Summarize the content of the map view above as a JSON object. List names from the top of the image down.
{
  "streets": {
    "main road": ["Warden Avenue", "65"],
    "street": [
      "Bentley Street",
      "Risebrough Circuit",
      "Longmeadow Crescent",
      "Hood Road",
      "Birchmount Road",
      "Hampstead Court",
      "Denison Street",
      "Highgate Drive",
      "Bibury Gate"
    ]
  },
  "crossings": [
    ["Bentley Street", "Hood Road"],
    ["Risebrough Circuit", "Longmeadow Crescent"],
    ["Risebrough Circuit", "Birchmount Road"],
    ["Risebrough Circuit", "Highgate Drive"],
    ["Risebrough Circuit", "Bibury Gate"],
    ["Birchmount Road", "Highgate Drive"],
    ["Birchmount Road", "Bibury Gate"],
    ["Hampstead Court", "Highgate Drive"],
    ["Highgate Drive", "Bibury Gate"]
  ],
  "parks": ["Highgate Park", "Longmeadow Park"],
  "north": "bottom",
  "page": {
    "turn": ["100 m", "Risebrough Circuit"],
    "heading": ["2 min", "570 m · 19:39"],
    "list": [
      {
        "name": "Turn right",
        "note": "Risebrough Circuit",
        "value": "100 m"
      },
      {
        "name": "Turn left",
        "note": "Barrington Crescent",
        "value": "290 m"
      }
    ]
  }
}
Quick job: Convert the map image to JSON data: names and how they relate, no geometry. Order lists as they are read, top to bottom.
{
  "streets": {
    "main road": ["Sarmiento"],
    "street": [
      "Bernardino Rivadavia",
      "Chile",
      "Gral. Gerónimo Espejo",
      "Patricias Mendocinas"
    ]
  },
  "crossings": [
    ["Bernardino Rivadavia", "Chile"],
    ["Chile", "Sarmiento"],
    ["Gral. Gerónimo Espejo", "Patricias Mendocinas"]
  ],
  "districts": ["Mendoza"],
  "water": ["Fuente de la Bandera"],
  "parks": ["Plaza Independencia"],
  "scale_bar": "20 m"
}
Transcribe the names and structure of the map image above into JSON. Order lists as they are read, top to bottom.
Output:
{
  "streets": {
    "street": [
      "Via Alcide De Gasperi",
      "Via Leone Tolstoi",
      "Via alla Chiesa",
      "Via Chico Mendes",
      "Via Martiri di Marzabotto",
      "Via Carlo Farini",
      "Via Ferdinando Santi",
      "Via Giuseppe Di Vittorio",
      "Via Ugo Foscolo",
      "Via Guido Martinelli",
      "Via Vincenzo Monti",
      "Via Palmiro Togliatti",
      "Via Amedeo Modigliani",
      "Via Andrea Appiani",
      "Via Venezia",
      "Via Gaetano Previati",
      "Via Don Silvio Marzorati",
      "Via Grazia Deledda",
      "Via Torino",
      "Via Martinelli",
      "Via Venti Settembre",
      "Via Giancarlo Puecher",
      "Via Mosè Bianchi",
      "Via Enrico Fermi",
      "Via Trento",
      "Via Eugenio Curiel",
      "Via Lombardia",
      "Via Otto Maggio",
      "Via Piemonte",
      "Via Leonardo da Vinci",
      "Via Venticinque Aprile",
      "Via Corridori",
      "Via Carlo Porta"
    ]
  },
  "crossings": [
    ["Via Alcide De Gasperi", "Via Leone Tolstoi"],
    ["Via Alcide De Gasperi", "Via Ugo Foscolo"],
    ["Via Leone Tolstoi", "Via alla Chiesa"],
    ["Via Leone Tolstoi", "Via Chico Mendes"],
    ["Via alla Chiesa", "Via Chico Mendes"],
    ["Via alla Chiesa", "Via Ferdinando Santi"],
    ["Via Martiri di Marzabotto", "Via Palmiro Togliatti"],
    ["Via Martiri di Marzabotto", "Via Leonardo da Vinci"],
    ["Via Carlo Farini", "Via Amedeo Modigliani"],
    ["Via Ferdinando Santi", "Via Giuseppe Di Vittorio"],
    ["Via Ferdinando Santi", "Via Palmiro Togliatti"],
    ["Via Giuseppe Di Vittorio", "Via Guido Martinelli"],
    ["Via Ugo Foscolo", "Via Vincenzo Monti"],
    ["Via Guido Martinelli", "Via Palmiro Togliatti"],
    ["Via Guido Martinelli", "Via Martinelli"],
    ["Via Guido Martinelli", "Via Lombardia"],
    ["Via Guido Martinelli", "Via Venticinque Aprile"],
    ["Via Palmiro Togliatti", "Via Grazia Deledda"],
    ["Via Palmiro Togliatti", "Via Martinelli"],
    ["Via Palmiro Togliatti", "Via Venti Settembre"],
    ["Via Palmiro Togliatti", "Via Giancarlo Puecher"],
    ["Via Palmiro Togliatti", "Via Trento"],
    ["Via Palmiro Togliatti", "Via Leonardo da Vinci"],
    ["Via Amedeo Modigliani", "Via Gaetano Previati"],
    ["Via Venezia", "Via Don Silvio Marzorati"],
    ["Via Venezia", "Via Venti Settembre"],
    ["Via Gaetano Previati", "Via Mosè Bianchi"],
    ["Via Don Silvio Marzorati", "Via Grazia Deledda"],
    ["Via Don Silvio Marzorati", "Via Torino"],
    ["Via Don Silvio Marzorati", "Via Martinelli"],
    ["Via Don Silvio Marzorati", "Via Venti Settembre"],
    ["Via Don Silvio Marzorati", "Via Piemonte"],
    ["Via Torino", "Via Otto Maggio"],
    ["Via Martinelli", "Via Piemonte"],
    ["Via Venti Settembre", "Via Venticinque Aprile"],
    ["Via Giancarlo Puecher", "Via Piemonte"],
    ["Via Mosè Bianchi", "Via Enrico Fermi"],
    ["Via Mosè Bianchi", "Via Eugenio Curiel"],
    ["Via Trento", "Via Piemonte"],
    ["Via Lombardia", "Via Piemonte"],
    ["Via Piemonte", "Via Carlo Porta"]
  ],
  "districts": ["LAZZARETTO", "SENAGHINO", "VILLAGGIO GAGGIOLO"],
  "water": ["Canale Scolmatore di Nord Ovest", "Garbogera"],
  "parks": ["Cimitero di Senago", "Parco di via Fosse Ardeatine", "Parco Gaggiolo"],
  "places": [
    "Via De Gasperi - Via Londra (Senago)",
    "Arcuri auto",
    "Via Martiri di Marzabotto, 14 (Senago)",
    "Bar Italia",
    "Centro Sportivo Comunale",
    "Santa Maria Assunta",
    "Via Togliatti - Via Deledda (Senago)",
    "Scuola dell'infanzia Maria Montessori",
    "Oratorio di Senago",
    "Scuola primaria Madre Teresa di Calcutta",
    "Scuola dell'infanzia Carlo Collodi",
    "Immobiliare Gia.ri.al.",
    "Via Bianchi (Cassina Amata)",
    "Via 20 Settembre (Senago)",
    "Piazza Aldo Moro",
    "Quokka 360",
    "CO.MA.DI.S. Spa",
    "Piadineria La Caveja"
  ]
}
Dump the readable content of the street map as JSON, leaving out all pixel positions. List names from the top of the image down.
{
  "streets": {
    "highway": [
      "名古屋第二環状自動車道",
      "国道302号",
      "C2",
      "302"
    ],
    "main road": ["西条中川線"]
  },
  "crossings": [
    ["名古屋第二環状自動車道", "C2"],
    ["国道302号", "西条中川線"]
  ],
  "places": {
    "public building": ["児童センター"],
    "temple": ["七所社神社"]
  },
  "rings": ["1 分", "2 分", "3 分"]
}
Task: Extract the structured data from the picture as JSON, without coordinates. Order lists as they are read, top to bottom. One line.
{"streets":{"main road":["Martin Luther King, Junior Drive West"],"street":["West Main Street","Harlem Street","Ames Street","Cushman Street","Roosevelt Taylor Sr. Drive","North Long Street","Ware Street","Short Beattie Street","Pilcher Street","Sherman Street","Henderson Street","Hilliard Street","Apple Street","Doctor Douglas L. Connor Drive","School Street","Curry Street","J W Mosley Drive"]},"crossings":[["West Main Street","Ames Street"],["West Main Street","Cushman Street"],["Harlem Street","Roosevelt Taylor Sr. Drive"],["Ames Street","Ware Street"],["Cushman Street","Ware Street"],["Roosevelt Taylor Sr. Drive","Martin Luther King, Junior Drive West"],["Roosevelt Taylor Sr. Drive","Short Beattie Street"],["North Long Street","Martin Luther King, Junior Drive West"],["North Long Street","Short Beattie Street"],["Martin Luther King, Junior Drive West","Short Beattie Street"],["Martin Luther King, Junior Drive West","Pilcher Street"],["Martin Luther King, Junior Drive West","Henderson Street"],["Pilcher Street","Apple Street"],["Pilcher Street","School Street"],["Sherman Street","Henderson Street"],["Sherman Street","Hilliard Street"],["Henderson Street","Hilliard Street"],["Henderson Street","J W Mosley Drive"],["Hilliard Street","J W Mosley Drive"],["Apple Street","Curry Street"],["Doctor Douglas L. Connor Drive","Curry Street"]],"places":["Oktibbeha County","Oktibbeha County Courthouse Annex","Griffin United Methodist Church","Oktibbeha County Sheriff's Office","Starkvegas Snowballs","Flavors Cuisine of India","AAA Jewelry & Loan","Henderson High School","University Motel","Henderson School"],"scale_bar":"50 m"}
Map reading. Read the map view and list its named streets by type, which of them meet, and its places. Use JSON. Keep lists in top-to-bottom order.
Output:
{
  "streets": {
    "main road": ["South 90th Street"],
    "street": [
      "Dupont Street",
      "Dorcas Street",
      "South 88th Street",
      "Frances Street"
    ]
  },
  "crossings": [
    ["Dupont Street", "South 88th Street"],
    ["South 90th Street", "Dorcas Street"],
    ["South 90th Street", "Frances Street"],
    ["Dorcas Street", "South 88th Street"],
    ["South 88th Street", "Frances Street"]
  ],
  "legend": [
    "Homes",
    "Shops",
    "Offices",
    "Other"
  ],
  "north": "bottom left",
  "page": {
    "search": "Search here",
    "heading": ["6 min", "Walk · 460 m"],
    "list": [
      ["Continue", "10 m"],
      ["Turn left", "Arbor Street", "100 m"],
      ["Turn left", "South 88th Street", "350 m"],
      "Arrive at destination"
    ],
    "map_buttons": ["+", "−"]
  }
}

◇ ◇ ◇

PROBLEM TO SOLVE: Wherever a line of the records above contains the string "view", copy that line out.

EXERCISE OUTPUT:
Summarize the content of the map view above as a JSON object. List names from the top of the image down.
Map reading. Read the map view and list its named streets by type, which of them meet, and its places. Use JSON. Keep lists in top-to-bottom order.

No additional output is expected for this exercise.